The political stakes were particularly high for Republicans, who are trying to regain control of the Senate next year. Polls show they are more likely to be blamed for the shutdown, as they were during the last one in 1995 and 1996.
“Somebody is going to win, and somebody is going to lose,” said Quinnipiac University pollster Peter Brown. “Going in, Obama and the Democrats have a little edge.”
The shutdown, the culmination of three years of divided government and growing political polarization, was spearheaded by Republicans associated with the conservative Tea Party movement united in their opposition to Obama, their distaste for the president’s healthcare law and their campaign pledges to rein in government spending.

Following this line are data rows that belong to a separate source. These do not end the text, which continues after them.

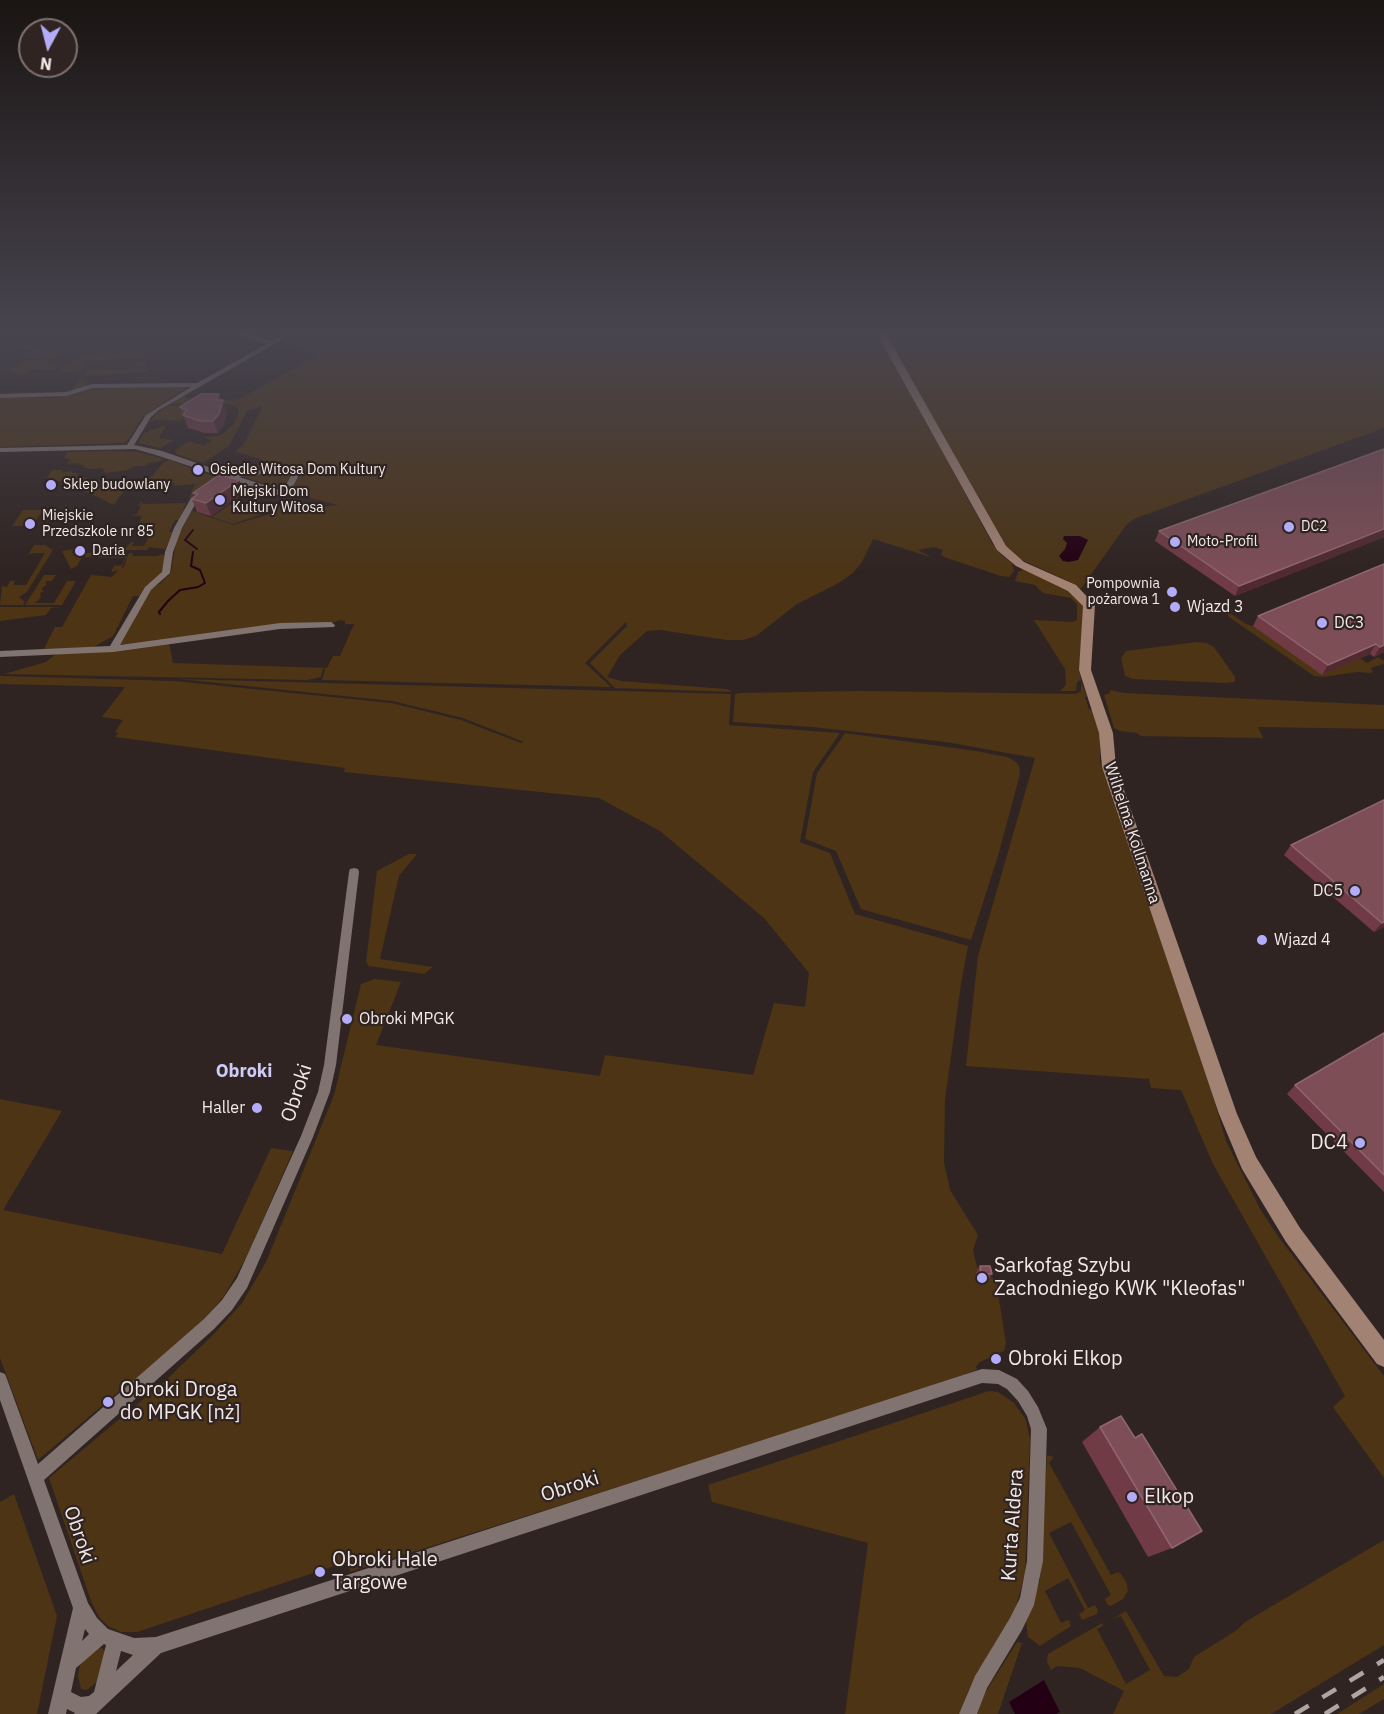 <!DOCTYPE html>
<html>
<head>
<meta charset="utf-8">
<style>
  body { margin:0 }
  #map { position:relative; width:1384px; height:1714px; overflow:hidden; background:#302422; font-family:"IBM Plex Sans",sans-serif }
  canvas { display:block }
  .north { position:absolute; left:18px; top:18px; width:60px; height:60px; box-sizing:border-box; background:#302422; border:2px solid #7e7371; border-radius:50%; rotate:187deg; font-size:16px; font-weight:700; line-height:24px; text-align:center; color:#f2eae8 }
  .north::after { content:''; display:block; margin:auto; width:21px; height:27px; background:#b3adf9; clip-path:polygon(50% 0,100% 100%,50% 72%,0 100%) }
</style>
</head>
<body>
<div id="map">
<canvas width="1384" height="1714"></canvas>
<div class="north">N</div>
</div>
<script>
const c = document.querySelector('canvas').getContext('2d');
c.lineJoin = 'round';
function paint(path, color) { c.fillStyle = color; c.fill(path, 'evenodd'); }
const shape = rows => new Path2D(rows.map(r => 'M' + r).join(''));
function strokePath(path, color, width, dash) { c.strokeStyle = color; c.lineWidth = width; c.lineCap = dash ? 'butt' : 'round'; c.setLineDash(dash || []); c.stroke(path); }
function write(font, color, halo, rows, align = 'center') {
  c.font = font + ' "IBM Plex Sans",sans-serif'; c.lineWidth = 4.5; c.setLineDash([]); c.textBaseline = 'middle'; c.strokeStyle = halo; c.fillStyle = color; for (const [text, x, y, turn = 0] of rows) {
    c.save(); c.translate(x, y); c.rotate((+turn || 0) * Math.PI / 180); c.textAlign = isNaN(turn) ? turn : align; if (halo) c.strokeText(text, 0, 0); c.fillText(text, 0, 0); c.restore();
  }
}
paint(shape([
  [297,334,878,334,992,543,1003,556,1012,563,1014,571,1009,577,1001,576,944,557,941,554,943,550,934,547,918,550,931,557,873,539,862,562,853,573,837,584,797,604,756,636,743,640,727,640,660,630,647,631,620,655,607,677,621,681,726,689,733,692,615,688,590,663,627,626,626,622,585,663,611,687,322,680,325,669,323,668,321,677,307,680,4,674,46,662,56,654,169,643,173,663,327,668,333,656,340,656,354,624,345,624,345,621,340,620,332,623,120,645,150,590,161,583,171,572,177,537,192,511,233,525,267,515,285,502,324,507,338,505,290,493,300,474,297,468,279,467,236,473,213,465,236,471,258,465,266,467,272,463,235,451,243,445,263,406,247,411,229,446,203,463,176,454,175,450,189,441,204,446,212,440,203,437,218,436,223,434,234,424,239,411,236,406,228,404,171,404,182,396,197,401,238,400,317,355,280,343],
  [884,334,1384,334,1384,428,1136,518,1127,524,1080,590,1066,580,1020,559,1007,550],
  [23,342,53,354,62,350,67,351,50,359,44,357,20,358,33,352,16,345,10,347],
  [141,348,146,357,145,363,148,366,135,366,137,362,143,362,145,357,116,358,114,360,83,361,80,365,87,365,82,368,80,371,59,373,66,364,80,368,69,363,84,355,136,352],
  [26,360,52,362,51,364,59,365,52,371,36,369,21,376,8,370],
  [146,369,149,372,145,379,138,379,146,377,148,372,84,376,81,381,89,381,85,387,81,388,81,385,78,389,72,390,76,384,85,383,77,383,87,370],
  [186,385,186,388,142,417,129,439,124,443,0,447,0,400,2,397,53,398,75,395,91,390,133,387,148,389,147,386,183,387],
  [186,405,187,410,181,421,155,420,149,423,156,414,167,406],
  [166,425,159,438,174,440,160,448,138,443,144,433],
  [115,451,138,452,164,459,157,462,148,463,147,466,134,466,128,470,106,473,102,468,89,469,83,467,84,465,79,465,79,463,67,464,70,459,64,458,67,452],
  [169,460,218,478,192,498,189,498,195,484,174,486,175,483,131,484,151,477,162,464],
  [52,470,63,470,61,473,72,471,72,473,78,473,77,476,87,478,87,480,100,480,99,484,113,483,127,478,124,483,104,489,128,485,114,505,89,493,100,489,88,493,66,483,47,478],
  [282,471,292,476,283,488,242,477],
  [143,501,142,504,186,503,180,520,175,520,169,532,173,532,165,549,149,547,147,550,124,550,131,542,134,542,132,546,144,546,156,523,145,523,141,530,137,530,142,516,131,515,137,514,141,506,137,506],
  [234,502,268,512,233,524,212,517],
  [23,510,43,510,32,526,12,526],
  [34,545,45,545,53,550,27,592,19,597,25,602,23,605,0,605,2,586,7,587,10,581,15,581,13,585,26,585,45,553,33,553,28,555],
  [73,549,72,553,126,553,127,557,121,569,124,567,129,553,133,553,132,556,158,556,162,554,166,557,167,567,149,586,144,588,139,596,133,596,113,636,92,648,44,649,55,627,62,627,91,575,112,577,118,570,111,572,114,566,122,565,126,558,82,557,77,566,71,569,62,551],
  [1024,569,1062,585,1082,602,1084,608,1079,671,1081,680,1077,682,1076,691,1060,691,1066,685,1065,669,1034,620,1073,622,1077,620,1077,604,1071,598,1043,593,1035,585,1015,581,1018,572],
  [44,575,56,575,52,581,46,581,46,585,41,589,44,591,40,593,41,597,35,603,54,603,67,581,76,581,62,605,25,605],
  [0,607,61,607,51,608,46,615,0,621],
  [1230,609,1233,611,1230,613,1246,624,1360,658,1367,663,1378,657,1384,661,1384,664,1370,668,1373,671,1371,673,1357,672,1323,677,1314,676,1229,617,1227,612],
  [1197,642,1206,643,1214,647,1235,677,1235,682,1225,683,1133,679,1125,676,1121,658,1126,651],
  [0,676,174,681,391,703,461,720,521,743,524,742,463,718,392,701,179,679,731,694,729,725,840,733,813,772,800,842,830,853,855,914,968,946,961,984,945,1100,944,1162,950,1190,978,1235,973,1250,977,1267,996,1280,1006,1343,1004,1351,980,1362,976,1366,977,1370,892,1400,350,1572,349,1561,137,1632,121,1632,108,1626,99,1617,91,1601,49,1478,166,1380,214,1334,242,1303,266,1262,334,1095,361,984,375,979,401,982,376,1045,600,1076,605,1055,753,1075,774,1003,805,1007,809,973,764,918,660,831,599,798,344,772,345,768,115,737,118,733,115,732,123,720,102,717,125,687,0,684],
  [1081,682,1087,696,1085,697,1089,709,1092,710,1100,735,1100,762,1211,1089,1226,1141,1259,1207,1277,1235,1384,1376,1384,1478,1333,1407,1345,1396,1213,1164,1181,1090,1151,1088,1149,1079,966,1066,978,956,1035,758,946,742,813,727,733,722,735,694,741,693,859,691,1076,694,1081,691],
  [1110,690,1124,693,1384,705,1384,729,1258,727,1263,738,1136,736,1141,736,1137,733,1120,731,1114,728,1104,695,1110,693],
  [845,733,976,751,1007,757,1015,761,1019,766,1020,774,998,856,971,940,861,909,836,851,805,839,817,773],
  [409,854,417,854,399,876,380,959,433,967,424,974,369,966,366,962,377,871],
  [0,1099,62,1111,3,1210,222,1254,271,1148,293,1151,246,1258,224,1296,198,1327,129,1390,123,1388,38,1460,0,1358],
  [989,1391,998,1392,1014,1403,1026,1420,1030,1440,1025,1574,1012,1620,998,1638,969,1689,960,1714,845,1714,868,1543,712,1502,708,1485],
  [1047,1455,1054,1457,1049,1463,1111,1575,1118,1572,1121,1574,1127,1584,1128,1591,1123,1599,1111,1606,1107,1604,1105,1599,1111,1595,1071,1522,1049,1533,1088,1608,1095,1605,1098,1610,1097,1614,1082,1620,1079,1614,1085,1610,1068,1578,1045,1591,1061,1623,1069,1620,1071,1626,1040,1646,1028,1637,1026,1621,1040,1580],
  [14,1494,57,1616,37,1714,0,1714,0,1502],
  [1384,1540,1384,1645,1271,1714,1113,1714,1124,1691,1080,1668,1057,1666,1051,1670,1047,1662,1048,1654,1102,1623,1103,1626,1097,1629,1126,1684,1150,1670,1121,1616,1113,1619,1126,1611,1164,1676,1177,1677,1189,1669,1194,1657,1237,1630,1245,1622],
  [1017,1642,1022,1643,998,1714,977,1714,985,1693],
  [102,1648,105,1652,97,1682,87,1690,81,1689,78,1676,80,1664,94,1649],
  [1384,1684,1384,1699,1359,1714,1337,1714]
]), '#4c3415');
paint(shape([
  [1064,536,1080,536,1088,540,1078,560,1069,562,1063,561,1059,556,1065,549,1067,543,1063,539],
  [1044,1680,1060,1712,1056,1714,1015,1714,1009,1702]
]), '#230013');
strokePath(shape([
  [193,530,185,540,197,549],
  [160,614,159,612,168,601,180,590,198,587,205,583,200,570,191,566,193,552]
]), '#230013', 2);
paint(shape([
  [237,334,248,334,272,341,284,334,292,334,159,410,151,417,134,445,162,451,229,474,283,467,299,471,300,473,290,492,277,495,156,455,135,449,0,452,0,448,127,445,146,415,191,387,93,388,67,396,0,398,0,394,66,392,92,384,197,383,267,344,237,334],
  [283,471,292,474,284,489,280,490,239,477,283,471],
  [200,492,207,494,197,501,182,528,173,552,170,573,151,590,120,645,280,623,331,622,335,625,334,627,280,629,113,652,0,657,0,651,110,646,145,587,162,572,165,552,174,528,191,498,200,492],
  [354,868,358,869,359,872,336,1065,330,1092,313,1137,247,1288,232,1310,214,1329,44,1480,88,1603,97,1618,108,1629,134,1638,156,1637,963,1375,982,1369,999,1370,1017,1379,1028,1391,1038,1407,1047,1429,1043,1561,1034,1605,1022,1630,987,1688,977,1714,959,1714,975,1676,1010,1618,1020,1598,1027,1561,1031,1429,1027,1416,1018,1401,1007,1389,998,1384,982,1383,161,1653,96,1714,74,1714,75,1713,67,1709,66,1714,48,1714,73,1608,0,1400,0,1372,5,1374,7,1379,38,1464,204,1319,222,1300,237,1278,301,1136,318,1092,324,1065,349,872,350,869,354,868],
  [85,1629,89,1634,82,1641,85,1629],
  [104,1644,106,1645,94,1692,89,1696,81,1697,71,1692,76,1668,104,1644],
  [121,1651,133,1655,116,1671,121,1651]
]), '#817370');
paint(shape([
  [877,334,886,334,1006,546,1024,562,1076,585,1095,605,1091,670,1113,733,1116,767,1237,1114,1256,1157,1300,1228,1384,1340,1384,1367,1377,1364,1286,1242,1242,1169,1219,1114,1102,767,1099,733,1079,670,1083,606,1068,591,1016,566,997,550,877,334]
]), '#a28273');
strokePath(shape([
  [1295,1714,1384,1660],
  [1325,1714,1384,1677]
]), '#aea4a2', 4.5, [16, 16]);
paint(shape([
  [219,394,227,413,223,426,218,433,205,433,188,428,180,407],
  [1384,449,1384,537,1235,596,1155,541,1159,531],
  [239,480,244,492,211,516,197,512,192,499,195,497,193,493],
  [1384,564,1384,652,1374,657,1370,654,1322,675,1253,626,1258,616],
  [1384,800,1384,927,1374,932,1284,855,1291,845],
  [1384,1033,1384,1192,1287,1094,1295,1085],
  [980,1266,992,1274,988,1280,977,1280,976,1273],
  [1100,1427,1172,1548,1148,1557,1082,1442]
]), '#703b45');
paint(shape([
  [219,394,227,413,223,426,218,433,213,421,216,400],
  [239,480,244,492,211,516,206,503],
  [1384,529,1384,537,1235,596,1239,586],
  [1376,644,1370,654,1322,675,1328,665],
  [1384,645,1384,652,1374,657,1380,647],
  [1384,922,1384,927,1374,932,1382,923]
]), '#502a30');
const building = shape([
  [201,394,219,394,216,400,223,400,219,414,213,421,200,421,183,415,187,410,180,407,201,394],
  [1384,449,1384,529,1239,586,1159,531,1384,449],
  [219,475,239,480,206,503,192,499,198,494,193,493,219,475],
  [1384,564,1384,645,1380,647,1376,644,1328,665,1258,616,1384,564],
  [1384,800,1384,922,1382,923,1291,845,1384,800],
  [1384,1033,1384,1175,1295,1085,1384,1033],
  [980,1266,990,1266,992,1274,981,1274,980,1266],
  [1121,1416,1135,1438,1142,1434,1202,1531,1172,1548,1100,1427,1121,1416]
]);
paint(building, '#7e4e57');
strokePath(building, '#90666e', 1.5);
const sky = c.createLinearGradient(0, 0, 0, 574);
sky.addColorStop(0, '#1a1413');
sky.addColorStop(0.58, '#48454f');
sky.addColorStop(1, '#48454f00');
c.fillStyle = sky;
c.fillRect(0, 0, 1384, 574);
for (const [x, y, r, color] of [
  [198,470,6,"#b3adf9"],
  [51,485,6,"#b3adf9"],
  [220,500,6,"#b3adf9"],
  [30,524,6,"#b3adf9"],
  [1289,527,6,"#b3adf9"],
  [1175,542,6,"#b3adf9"],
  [80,551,6,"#b3adf9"],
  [1172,592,6,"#b3adf9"],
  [1175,607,6,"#b3adf9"],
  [1322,623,6,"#b3adf9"],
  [1355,891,6,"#b3adf9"],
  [1262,940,6,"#b3adf9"],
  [347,1019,6,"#b3adf9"],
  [257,1108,6,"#b3adf9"],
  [1360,1143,6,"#b3adf9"],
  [982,1278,6,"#b3adf9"],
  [996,1359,6,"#b3adf9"],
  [108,1402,6,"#b3adf9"],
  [1132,1497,6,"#b3adf9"],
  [320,1572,6,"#b3adf9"]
]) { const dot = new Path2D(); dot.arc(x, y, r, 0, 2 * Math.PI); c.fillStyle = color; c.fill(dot); strokePath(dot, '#302422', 2); }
write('14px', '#f2eae8', '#302422', [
  ["Osiedle Witosa Dom Kultury",210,470],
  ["Sklep budowlany",63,485],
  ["Miejski Dom",232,492],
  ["Kultury Witosa",232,508],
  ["Miejskie",42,516],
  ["Przedszkole nr 85",42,532],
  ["DC2",1301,527],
  ["Moto-Profil",1187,542],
  ["Daria",92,551],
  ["Pompownia",1160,584,"right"],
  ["pożarowa 1",1160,600,"right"]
], 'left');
write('16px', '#f2eae8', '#302422', [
  ["Wjazd 3",1187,607],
  ["DC3",1334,623],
  ["DC5",1343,891,"right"],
  ["Wjazd 4",1274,940],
  ["Obroki MPGK",359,1019],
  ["Haller",245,1108,"right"]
], 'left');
write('16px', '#f2eae8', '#302422', [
  ["Wilhelma Kollmanna",1132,833,72]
]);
write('bold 18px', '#cecbf7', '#302422', [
  ["Obroki",244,1072]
]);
write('20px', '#f2eae8', '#302422', [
  ["Obroki",297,1093,-72],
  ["Obroki",570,1487,-18],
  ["Kurta Aldera",1013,1525,-86],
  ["Obroki",79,1535,71]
]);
write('20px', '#f2eae8', '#302422', [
  ["DC4",1348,1143,"right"],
  ["Sarkofag Szybu",994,1266],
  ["Zachodniego KWK \"Kleofas\"",994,1289],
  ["Obroki Elkop",1008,1359],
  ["Obroki Droga",120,1390],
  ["do MPGK [nż]",120,1413],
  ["Elkop",1144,1497],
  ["Obroki Hale",332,1560],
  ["Targowe",332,1583]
], 'left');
</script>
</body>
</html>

Obama refused to negotiate over the demands and warned a shutdown could “throw a wrench into the gears of our economy.”
Some government offices and national parks were shuttered, but spending for essential functions related to national security and public safety continued, including pay for U.S. military troops.
Even so, Defense Secretary Chuck Hagel, visiting U.S. ally South Korea early Tuesday, warned that the shutdown would undermine American credibility abroad and lead allies to question the nation’s commitment to treaty obligations.
“It’s not shocking there is a shutdown, the shock is that it hasn’t happened before this,” said Republican strategist John Feehery, a former Capitol Hill aide. “We have a divided government with such diametrically opposed views, we need a crisis to get any kind of results.”
“When Joe Public starts rebelling and the financial markets start melting down, then we’ll see what these guys do,” said Democratic strategist Chris Kofinis.
A Reuters/Ipsos poll showed about one-quarter of Americans would blame Republicans, 14 percent would blame Obama and 5 percent would blame Democrats in Congress, while 44 percent said everyone would be to blame.
The potential fallout had some Republican Party leaders worried before the 2014 mid-term elections and the 2016 presidential race, particularly given the Republican divisions over the shutdown.
Republican Senator Ted Cruz of Texas, who commandeered the Senate floor for 21 hours last week to stoke the confrontation and urge House colleagues to join him, sparked a feud with some fellow Republicans who accused the potential 2016 presidential candidate of grandstanding.
Some analysts said a brief government shutdown – and a resulting backlash against lawmakers – could cool Republican demands for a showdown over the debt limit.
“A lot of this is political theater. It’s not about real policy. Part of this is taking a stand for their constituents,” said Julian Zelizer, a historian at Princeton University.